When I announced Englishnization, only 10% of our workforce was proficient in English. Unsurprisingly, some on my team were apprehensive; others, especially those outside the firm, thought I was a little crazy. But, just seven years later, titans of corporate Japan are seeking our advice in how to build a global brand headquartered in the Japanese capital.
As we tell them, opening doors to international talent has been a game changer for us. And it could have a similar impact on other Japanese companies.
Consider the experience of the United States, to which Japanese companies have long looked for inspiration. I was fortunate enough to study in the US, and grew up admiring American creativity, entrepreneurship, and, above all, the country’s openness to outsiders.
In particular, the diverse and dynamic Silicon Valley, where many tech leaders and thinkers are immigrants themselves, is a powerful engine of innovation for our company. Drawn by the region’s culture and expertise, Rakuten opened its US headquarters in the San Francisco Bay Area in 2011.
Today, however, the values that have made the US a paragon of diversity and entrepreneurship are being challenged. President Donald Trump is attempting to cut immigration, including by building a wall on the border with Mexico, all while employing distressing rhetoric against Muslims and other minority groups. This is not the way to a brighter future.
As for Rakuten, while we will continue to invest heavily in our US headquarters, we are also investing in growth at home, in order to lure more foreign talent to an open and Internet-savvy Japan – one that, in some ways, is moving in the opposite direction of the US. In fact, Trump’s position on immigration is already encouraging smart young Asians and Europeans to look to Japan as an alternative “land of opportunity.” If Japan opens its doors to more of these workers, the country and the world will benefit.
The challenge posed by Japan’s declining population is well known. The number of Japanese living in the country fell for a sixth straight year in 2016, declining by 299,000, to 125 million people. In this context, Japan needs more foreign talent to help sustain economic growth.
But there remains some resistance to such openness. Throughout history, the Japanese people have viewed foreigners as sources of social unrest and threats to national identity. The Japanese word for “foreigner” – gaijin – comprises the words for “outside” and “person.” The implication is that non-Japanese people can never truly understand Japanese culture.
Nonetheless, some progress has been made. Last year, Prime Minister Shinzo Abe’s government expanded the types of jobs that skilled foreign workers could hold in Japan, and the annual inflow of foreign residents to Japan has since increased. An estimated 136,000 foreign residentsmoved to Japan in 2016, a 40% jump from the year before. And over the last half-decade, Japan’s expatriate population has surged to 2.4 million, an increase of 500,000 foreigners.
While these figures are impressive, they remain insufficient. The Japan Association of New Economy, which I helped to establish, has concluded that if Japanese companies are to compete internationally, they need to be able to recruit from a larger pool of talent.
There are a number of useful options to advance this goal and boost workplace diversity in Japan.
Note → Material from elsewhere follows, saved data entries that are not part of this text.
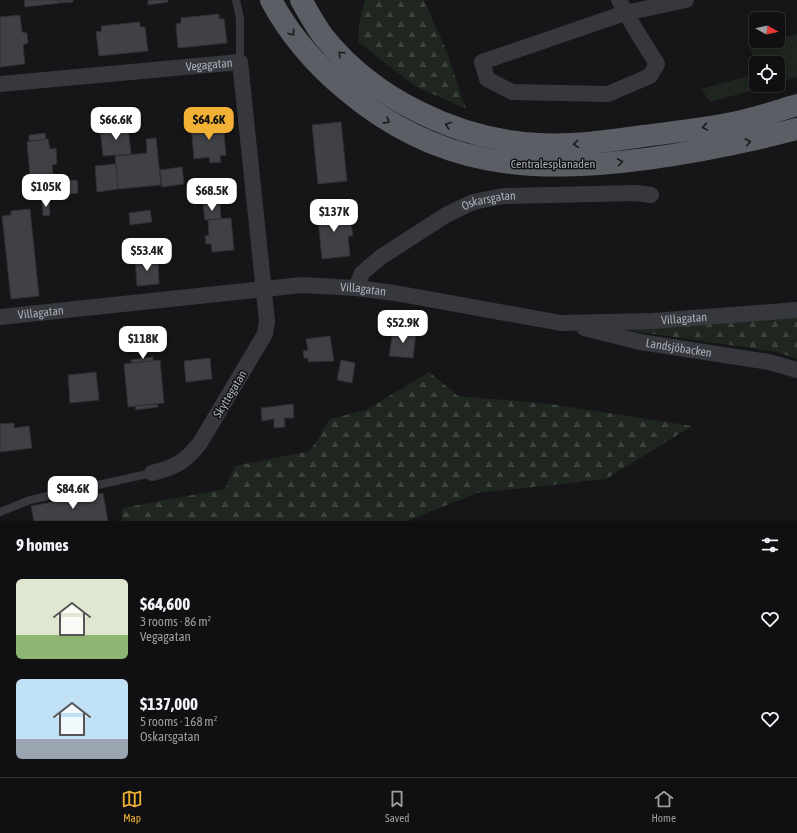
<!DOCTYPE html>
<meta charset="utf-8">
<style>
body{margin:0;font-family:"Asap Condensed",sans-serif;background:#19191b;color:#f1f3f6;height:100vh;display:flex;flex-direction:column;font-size:15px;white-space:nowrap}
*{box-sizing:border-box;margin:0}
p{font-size:13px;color:#9c9d9f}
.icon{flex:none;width:22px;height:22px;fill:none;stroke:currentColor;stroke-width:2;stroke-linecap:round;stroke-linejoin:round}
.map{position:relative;height:521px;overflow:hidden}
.details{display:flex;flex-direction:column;background:#101012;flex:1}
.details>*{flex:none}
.needle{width:26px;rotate:98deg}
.fabs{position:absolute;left:749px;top:12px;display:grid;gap:8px}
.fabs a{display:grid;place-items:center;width:36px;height:36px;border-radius:6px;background:#101012;box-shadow:0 2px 10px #0003,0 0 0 1px #303032;font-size:20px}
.price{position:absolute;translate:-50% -34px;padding:0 9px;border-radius:8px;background:#fff;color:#222;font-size:13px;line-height:26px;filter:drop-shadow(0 1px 2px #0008)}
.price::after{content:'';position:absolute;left:50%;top:24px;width:12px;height:9px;margin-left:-6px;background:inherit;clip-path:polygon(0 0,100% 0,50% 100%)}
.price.selected{background:#f2b134;color:#111}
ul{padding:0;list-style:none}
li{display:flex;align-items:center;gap:12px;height:100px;padding:0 16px}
li span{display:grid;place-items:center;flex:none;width:112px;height:80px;border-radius:6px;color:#555}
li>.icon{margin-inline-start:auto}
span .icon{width:48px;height:48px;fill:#fffc;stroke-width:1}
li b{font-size:17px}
h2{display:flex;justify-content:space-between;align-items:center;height:48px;padding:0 16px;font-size:17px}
.tab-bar{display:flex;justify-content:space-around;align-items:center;height:56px;border-top:1px solid #303032;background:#101012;font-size:11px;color:#9c9d9f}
.tab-bar a{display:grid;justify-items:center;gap:2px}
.tab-bar .selected{color:#f2b134}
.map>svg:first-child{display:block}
.forest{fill:url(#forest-firs)}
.green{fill:#1e261f}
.building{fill:#404145;stroke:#303034}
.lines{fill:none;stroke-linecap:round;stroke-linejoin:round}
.service{stroke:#37383d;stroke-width:8}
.minor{stroke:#37383d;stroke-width:16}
.trunk{stroke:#5b5e65;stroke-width:22}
.oneway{stroke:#18191b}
.labels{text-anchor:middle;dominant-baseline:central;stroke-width:3;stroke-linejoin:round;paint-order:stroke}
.street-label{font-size:12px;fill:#a8adb8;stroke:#111113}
</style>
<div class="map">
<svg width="797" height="521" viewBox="0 0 797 521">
<defs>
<pattern id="forest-firs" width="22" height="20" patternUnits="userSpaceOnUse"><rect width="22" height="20" fill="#1e261f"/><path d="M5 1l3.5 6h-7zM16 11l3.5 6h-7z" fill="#3c433d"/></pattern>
</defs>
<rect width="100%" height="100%" fill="#161618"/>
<g class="forest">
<path d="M365 0H424L446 50 466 109 415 86 358 42 360 19Z"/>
<path d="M797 317V359L777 352 625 330Z"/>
<path d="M429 372 458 396 550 404 692 426 606 479 477 493 407 521H122V508L225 489 235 466 310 451 330 419 366 410Z"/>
</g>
<g class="green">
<path d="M797 34V77L778 83V63H756V68L750 47 778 41V39Z"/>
<path d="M756 74V85H772L710 102 701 89Z"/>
</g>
<g class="building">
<path d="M24 0H59L60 3 25 7Z"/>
<path d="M59 0H73V2L60 3Z"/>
<path d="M148 0H168V2L148 5Z"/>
<path d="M219 14V19H224L227 43 178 48 176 24 181 23V18Z"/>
<path d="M20 15 22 32 27 33 28 43 23 45 25 64 0 67V17Z"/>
<path d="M140 22V27H145L148 51 99 56 96 32 102 31 101 26Z"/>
<path d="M223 122 226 155 220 156 221 162 210 163 209 157 194 159 191 125Z"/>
<path d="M341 122 347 181 318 184 312 125Z"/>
<path d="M128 126 131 154 103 156 100 129Z"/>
<path d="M45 133 46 140 29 141V135Z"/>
<path d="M156 138 161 185 118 189 115 156 147 153 146 139Z"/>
<path d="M48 139 50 149 56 148 57 164 52 165 53 174 30 176 27 142Z"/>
<path d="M116 164 118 189 97 192 95 166Z"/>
<path d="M182 167 184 184 162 187 160 170Z"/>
<path d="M50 174 51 180 34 182 33 176Z"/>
<path d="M77 180 78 193 59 195 57 182Z"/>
<path d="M42 200H49L50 215 43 216Z"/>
<path d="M220 204 221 219 205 220 203 205Z"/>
<path d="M344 207 346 225H351L353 236H348L350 256 322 259 317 209Z"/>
<path d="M30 209 39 296 11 299 2 216 11 215V211Z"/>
<path d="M150 210 152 222 130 225 129 213Z"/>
<path d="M231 218 234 250 212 252 211 244H206L205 236 209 235 208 220Z"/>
<path d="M154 258V264H158L159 284 137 286 135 259Z"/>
<path d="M393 330 416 333 413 358 389 356Z"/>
<path d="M330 336 334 361 308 362V358H304L303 351 308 350 306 339Z"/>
<path d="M153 357V361L131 363V360Z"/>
<path d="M210 358 212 379 186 382 184 361Z"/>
<path d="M160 360 164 403 128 407 124 364Z"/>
<path d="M341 360 355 363 352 383 337 380Z"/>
<path d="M96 372 99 400 70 403 68 375Z"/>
<path d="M158 404V407L136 410 135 406Z"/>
<path d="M293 404 294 418H284L285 427 274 428V419L262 421 261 408Z"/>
<path d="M14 423V428L29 426 32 448 0 452V424Z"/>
<path d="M103 493 108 521H34L31 506Z"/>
</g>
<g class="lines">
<g class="service">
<path d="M236 0 240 19V62"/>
<path d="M0 512 30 500 152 473"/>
</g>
<g class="minor">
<path d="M619 0C630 22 644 43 657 64L650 76 608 94 512 92 487 79 482 62 625 13 686 0"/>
<path id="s1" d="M0 84 240 62 267 321 265 334 200 443C185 462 176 467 152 473"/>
<path id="s2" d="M356 288 362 273 381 257 446 215 473 202 503 196 636 193 651 195"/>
<path id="s3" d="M0 317 302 285 356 288 395 293 561 323 653 321 797 310"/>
<path id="s4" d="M584 328 640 342 769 362 797 370"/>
</g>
<g class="trunk">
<path d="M271 0C289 34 316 65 346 90 438 168 531 174 646 159 697 152 747 142 797 129"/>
<path d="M301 0C308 12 315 25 323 36 373 99 458 140 538 144 573 146 609 141 643 136 676 132 710 128 742 121 760 117 779 110 797 105"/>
</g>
</g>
<defs><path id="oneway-chevron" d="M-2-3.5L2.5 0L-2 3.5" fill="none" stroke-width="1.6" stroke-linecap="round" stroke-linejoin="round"/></defs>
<g class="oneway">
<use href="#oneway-chevron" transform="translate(292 33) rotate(54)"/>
<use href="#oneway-chevron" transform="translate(341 54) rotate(-134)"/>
<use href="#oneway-chevron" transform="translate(387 121) rotate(32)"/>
<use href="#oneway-chevron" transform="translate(448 125) rotate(-160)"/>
<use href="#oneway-chevron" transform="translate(705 127) rotate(170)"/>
<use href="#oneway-chevron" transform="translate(748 142) rotate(-13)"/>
<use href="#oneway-chevron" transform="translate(576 144) rotate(175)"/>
<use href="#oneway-chevron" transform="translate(620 162) rotate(-8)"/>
</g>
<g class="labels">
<g class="street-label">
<text stroke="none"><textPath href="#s1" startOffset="210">Vegagatan</textPath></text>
<text x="553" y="164">Centralesplanaden</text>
<text stroke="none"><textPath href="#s2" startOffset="164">Oskarsgatan</textPath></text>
<text stroke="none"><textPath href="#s3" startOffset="365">Villagatan</textPath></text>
<text stroke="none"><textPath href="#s3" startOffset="41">Villagatan</textPath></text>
<text stroke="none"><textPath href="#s3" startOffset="689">Villagatan</textPath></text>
<text stroke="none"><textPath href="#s4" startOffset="97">Landsjöbacken</textPath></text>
<text transform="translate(230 394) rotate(-59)">Skyttegatan</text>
</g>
</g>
</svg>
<div class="fabs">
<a><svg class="needle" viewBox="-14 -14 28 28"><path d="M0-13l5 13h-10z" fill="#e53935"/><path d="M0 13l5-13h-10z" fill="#9c9d9f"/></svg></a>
<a><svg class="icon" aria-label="locate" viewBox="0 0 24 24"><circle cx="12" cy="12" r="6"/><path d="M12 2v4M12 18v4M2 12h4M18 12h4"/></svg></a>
</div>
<b class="price" style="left:116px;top:141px">$66.6K</b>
<b class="price selected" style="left:209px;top:141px">$64.6K</b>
<b class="price" style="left:46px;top:208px">$105K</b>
<b class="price" style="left:212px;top:212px">$68.5K</b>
<b class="price" style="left:334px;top:233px">$137K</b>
<b class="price" style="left:147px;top:272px">$53.4K</b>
<b class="price" style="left:403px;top:344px">$52.9K</b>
<b class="price" style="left:143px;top:360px">$118K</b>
<b class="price" style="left:73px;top:510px">$84.6K</b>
</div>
<section class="details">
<h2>9 homes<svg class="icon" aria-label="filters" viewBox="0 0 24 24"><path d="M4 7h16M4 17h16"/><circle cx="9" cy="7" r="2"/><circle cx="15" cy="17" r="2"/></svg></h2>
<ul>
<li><span style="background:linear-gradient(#dfe7d0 70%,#8fb573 0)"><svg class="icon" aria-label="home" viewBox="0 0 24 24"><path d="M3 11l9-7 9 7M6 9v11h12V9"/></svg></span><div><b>$64,600</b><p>3 rooms · 86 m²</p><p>Vegagatan</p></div><svg class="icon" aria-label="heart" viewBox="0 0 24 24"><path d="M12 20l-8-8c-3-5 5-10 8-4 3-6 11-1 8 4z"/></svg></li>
<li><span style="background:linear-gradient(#bfe0f5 75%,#9aa5b1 0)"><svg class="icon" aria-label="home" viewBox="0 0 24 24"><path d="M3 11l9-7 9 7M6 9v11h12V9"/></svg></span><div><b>$137,000</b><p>5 rooms · 168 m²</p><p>Oskarsgatan</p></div><svg class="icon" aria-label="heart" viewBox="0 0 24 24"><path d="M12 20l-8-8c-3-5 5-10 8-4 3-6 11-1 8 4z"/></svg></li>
</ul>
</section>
<nav class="tab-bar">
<a class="selected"><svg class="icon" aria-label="map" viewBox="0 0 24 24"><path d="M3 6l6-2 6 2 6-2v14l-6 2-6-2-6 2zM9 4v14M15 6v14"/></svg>Map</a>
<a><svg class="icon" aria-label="saved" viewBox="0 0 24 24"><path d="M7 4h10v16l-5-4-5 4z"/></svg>Saved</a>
<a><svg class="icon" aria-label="home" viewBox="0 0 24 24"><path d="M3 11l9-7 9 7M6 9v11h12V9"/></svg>Home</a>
</nav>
One would be to simplify procedures for talented foreign nationals to obtain resident status. Another would be to create new visa categories to enable foreign entrepreneurs to reside in Japan and build their businesses. Additionally, entrepreneurs and engineers who possess skills essential for Japan’s growth could be offered bold income and resident tax breaks. Finally, corporate tax breaks, such as long-term carryover of net losses, could be offered to foreign entrepreneurs establishing companies in Japan.
I founded Rakuten as a Japanese company, fueled by a desire to use the Internet to empower retailers of all sizes from throughout the country. But today, my company is part of a Japanese vanguard working to attract more foreigners. About 80% of our new engineering hires are non-Japanese. Their ideas, skills, and energy are vital to Rakuten’s global push.
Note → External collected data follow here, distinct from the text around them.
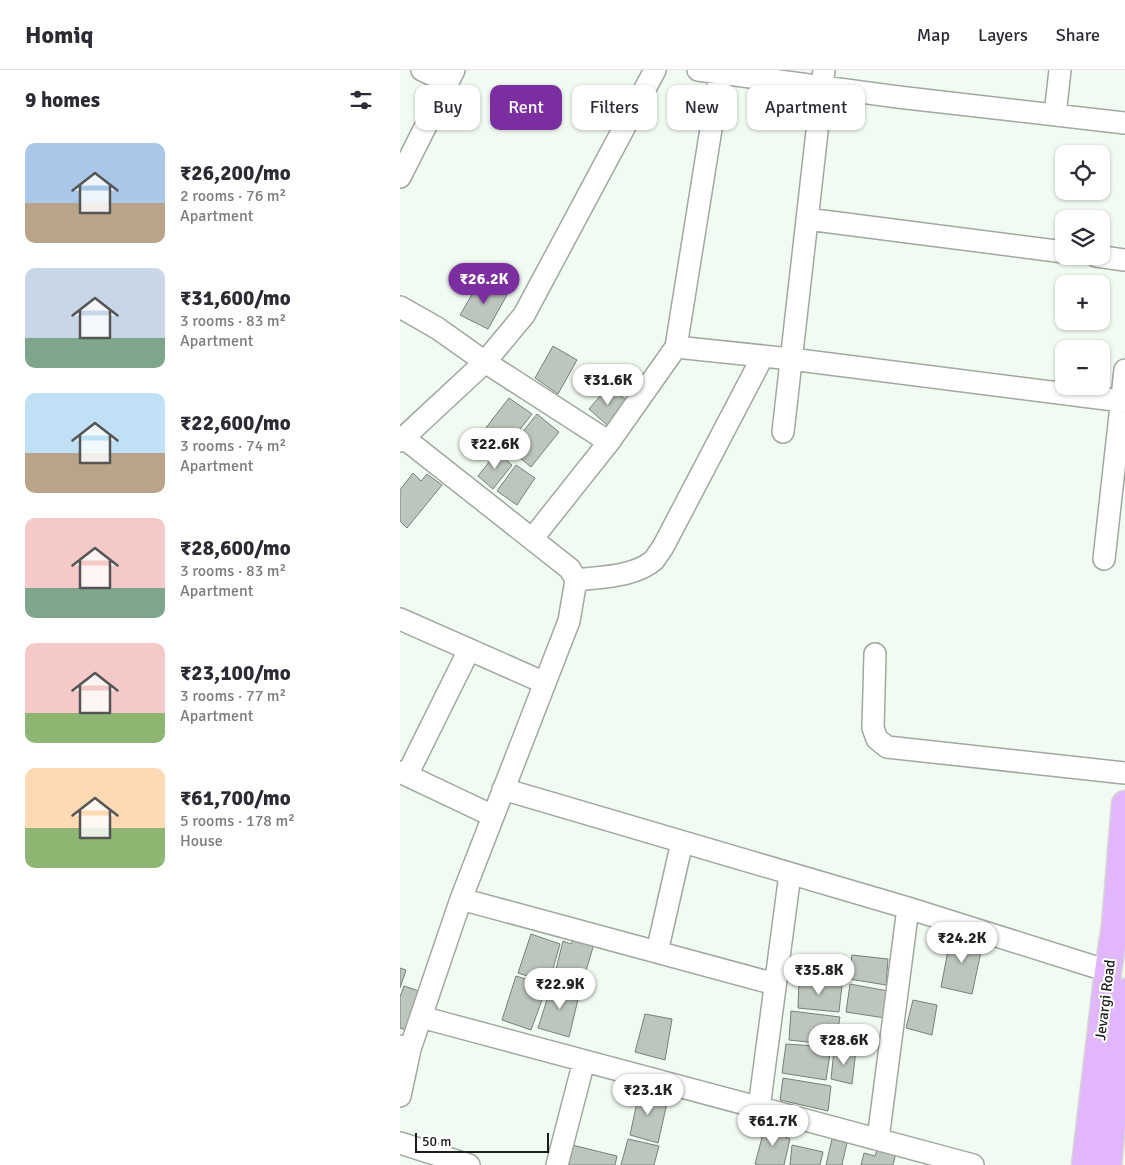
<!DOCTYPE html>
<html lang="en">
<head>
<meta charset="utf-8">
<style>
	body { margin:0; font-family:Signika,sans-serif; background:#f7f7f7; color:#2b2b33; height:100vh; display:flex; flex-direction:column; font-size:19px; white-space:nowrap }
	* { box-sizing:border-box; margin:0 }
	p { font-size:16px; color:#7c7c81 }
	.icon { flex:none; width:28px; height:28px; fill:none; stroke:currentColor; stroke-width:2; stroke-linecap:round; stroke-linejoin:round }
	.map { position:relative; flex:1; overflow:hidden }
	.drawer { display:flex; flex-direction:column; background:#fff; width:400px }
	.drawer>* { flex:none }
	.banner { position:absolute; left:15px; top:15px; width:475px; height:45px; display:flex; gap:10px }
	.fabs { position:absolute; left:655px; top:75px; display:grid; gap:10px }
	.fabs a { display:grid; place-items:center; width:55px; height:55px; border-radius:10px; background:#fff; box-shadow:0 1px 4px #0004; font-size:25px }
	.scale { position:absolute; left:15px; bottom:12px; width:134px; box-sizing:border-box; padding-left:5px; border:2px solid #1a1d1a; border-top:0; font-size:14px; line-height:18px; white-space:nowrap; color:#1a1d1a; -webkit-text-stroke:4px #fff; paint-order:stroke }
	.price { position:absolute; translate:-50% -42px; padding:0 11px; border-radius:18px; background:#fff; color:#222; font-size:16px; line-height:32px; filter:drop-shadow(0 1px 2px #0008) }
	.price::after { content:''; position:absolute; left:50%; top:30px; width:15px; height:11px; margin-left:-8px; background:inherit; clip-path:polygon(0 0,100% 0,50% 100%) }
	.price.on { background:#7a2ea0; color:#fff }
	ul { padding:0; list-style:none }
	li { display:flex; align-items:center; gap:15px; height:125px; padding:0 25px }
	li span { display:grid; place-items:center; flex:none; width:140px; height:100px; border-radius:10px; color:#555 }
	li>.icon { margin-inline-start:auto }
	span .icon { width:60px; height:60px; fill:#fffc; stroke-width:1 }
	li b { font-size:21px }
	h2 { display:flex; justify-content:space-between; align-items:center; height:60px; padding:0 25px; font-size:21px }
	.chip { padding:0 18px; border-radius:10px; background:#fff; box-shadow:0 1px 4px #0004; font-size:18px; line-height:45px }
	.chip.on { background:#7a2ea0; color:#fff }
	header { display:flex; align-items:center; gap:30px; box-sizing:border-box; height:70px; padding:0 25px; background:#fff; border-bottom:1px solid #e1e1e2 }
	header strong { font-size:24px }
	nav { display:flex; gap:28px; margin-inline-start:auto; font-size:18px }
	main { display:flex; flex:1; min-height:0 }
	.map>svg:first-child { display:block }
</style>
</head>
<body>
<header>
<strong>Homiq</strong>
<nav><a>Map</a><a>Layers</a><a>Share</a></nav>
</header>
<main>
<section class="drawer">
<h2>9 homes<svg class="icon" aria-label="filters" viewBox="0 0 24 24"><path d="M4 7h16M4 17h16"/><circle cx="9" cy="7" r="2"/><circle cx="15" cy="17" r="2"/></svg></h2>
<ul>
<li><span style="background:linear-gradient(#a9c7e8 60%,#b9a48a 0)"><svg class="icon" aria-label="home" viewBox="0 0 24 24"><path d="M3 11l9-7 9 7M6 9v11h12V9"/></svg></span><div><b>₹26,200/mo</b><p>2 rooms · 76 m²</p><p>Apartment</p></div></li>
<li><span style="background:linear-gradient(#c9d6e8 70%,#7fa58c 0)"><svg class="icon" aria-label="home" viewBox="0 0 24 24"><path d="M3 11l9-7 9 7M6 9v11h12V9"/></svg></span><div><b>₹31,600/mo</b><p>3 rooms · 83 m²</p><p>Apartment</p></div></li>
<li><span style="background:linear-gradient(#bfe0f5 60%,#b9a48a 0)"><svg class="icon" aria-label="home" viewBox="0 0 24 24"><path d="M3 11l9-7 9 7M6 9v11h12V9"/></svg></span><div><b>₹22,600/mo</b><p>3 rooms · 74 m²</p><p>Apartment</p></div></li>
<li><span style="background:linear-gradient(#f6c9c9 70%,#7fa58c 0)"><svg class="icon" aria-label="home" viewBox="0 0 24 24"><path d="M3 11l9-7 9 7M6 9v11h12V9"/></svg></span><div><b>₹28,600/mo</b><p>3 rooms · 83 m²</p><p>Apartment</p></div></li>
<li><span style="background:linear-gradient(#f6c9c9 70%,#8fb573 0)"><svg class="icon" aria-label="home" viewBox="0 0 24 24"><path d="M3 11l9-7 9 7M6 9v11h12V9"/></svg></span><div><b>₹23,100/mo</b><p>3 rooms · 77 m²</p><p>Apartment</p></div></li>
<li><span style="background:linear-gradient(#ffd9b3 60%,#8fb573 0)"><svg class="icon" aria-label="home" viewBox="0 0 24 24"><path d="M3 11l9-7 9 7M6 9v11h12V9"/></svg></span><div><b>₹61,700/mo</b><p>5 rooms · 178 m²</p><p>House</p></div></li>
</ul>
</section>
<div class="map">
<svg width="725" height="1095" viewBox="0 0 725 1095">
	<rect width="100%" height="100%" fill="#f2fbf2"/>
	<path fill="#bdc6bd" stroke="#788078" d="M80,211L107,225L88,259L60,245Z
		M153,276L177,290L158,324L135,308Z
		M208,317L229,332L207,355L189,339Z
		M109,328L132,344L106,377L85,359Z
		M137,344L159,362L131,397L109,379Z
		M97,382L112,395L93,419L78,406Z
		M116,395L135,408L117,435L97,421Z
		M13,403L21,411L27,404L42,415L7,458L0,451V420Z
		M131,864L160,874L149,913L118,903Z
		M551,865L583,872L572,924L541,917Z
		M173,870L194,874L181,917L153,911L163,871L171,874Z
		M452,885L488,889L486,915L449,909Z
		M0,898L6,900L0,918Z
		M116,906L147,916L131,960L102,950Z
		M399,910L442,915L439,942L398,938Z
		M152,914L180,921L169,967L138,958Z
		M450,914L488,921L485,948L446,942Z
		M4,916L19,921L6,960L0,958V927Z
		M513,930L537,935L532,965L506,958Z
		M391,941L440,947L435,975L389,970Z
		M245,944L272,949L265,990L235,982Z
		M386,974L431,977L426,1010L382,1003Z
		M434,980H456L452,1014L431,1009Z
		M383,1008L431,1016L428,1041L380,1030Z
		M240,1018L258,1020L257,1030L267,1033L258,1073L230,1065Z
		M365,1056L384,1059L383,1066L390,1069L384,1095H360L355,1094Z
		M228,1069L259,1076L254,1095H221Z
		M432,1069L447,1073L442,1094L443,1095H426Z
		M172,1075L217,1086L215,1095H167Z
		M392,1075L423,1082L420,1095H390Z
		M478,1077L496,1083L493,1095H461L464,1083L475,1086Z"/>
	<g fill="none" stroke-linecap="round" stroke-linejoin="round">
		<defs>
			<path id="minor" d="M22,0L48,12
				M298,0L498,27L725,53
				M320,3L276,277L391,289L722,331
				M655,45L660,0
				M0,107L54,0
				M407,149L664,182
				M696,186L725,190
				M0,237L37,258L85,292L209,372
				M383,362L424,0
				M0,371L85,292L124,245L255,0
				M132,469L209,372L276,277
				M704,489L725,300
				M176,510C200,507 235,507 254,490C257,486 260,481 263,477L363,286
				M0,549L145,613
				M475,584L473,658L477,669L487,677L725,703
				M0,702L93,746
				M7,705L69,580
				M103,719L508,838L708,901
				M61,829L375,914
				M257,882L282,772
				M21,947L573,1095
				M0,976L10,979L61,829L169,551L176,510L170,499L4,368
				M0,1026L10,979
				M359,1038L390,804
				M478,1069L508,838
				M0,1073L69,1095
				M157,1095L184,991"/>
			<path id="major" d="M685,1095L708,901L715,856L725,734
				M708,1095L725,922"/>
		</defs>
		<use href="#minor" stroke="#a0a8a0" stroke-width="24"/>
		<use href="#major" stroke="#d6d6d6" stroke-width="29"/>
		<use href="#minor" stroke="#fff" stroke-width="21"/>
		<use href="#major" stroke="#e1b6fa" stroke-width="26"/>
	</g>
	<g text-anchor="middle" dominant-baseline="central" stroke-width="4" stroke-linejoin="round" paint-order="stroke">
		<g font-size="15" fill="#1a1d1a" stroke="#fff">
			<text transform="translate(705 930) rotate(-83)">Jevargi Road</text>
		</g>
	</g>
</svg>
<div class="fabs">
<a><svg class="icon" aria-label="locate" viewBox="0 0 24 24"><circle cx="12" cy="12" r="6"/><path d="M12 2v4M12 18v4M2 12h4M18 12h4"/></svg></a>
<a><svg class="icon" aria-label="layers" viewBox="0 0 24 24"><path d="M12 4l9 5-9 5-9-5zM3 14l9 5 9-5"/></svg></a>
<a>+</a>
<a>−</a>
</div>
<div class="scale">50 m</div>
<b class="price on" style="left:84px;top:235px">₹26.2K</b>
<b class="price" style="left:208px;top:336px">₹31.6K</b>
<b class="price" style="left:95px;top:400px">₹22.6K</b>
<b class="price" style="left:562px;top:894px">₹24.2K</b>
<b class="price" style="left:419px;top:926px">₹35.8K</b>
<b class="price" style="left:160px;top:940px">₹22.9K</b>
<b class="price" style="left:444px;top:996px">₹28.6K</b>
<b class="price" style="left:248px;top:1046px">₹23.1K</b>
<b class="price" style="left:373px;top:1077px">₹61.7K</b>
<div class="banner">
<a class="chip">Buy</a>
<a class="chip on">Rent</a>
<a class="chip">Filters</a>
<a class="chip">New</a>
<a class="chip">Apartment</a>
</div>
</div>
</main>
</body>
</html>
Japanese society must take a page out of America’s (old) playbook, and warm to the idea that immigration and integration are vital to our future. Over time, other Japanese companies will have no choice but to follow Rakuten’s path by broadening their own hiring practices. Trump’s America may be willing to wall itself off from the world, but in Japan, where talent is in short supply, our only option is to tear the walls down.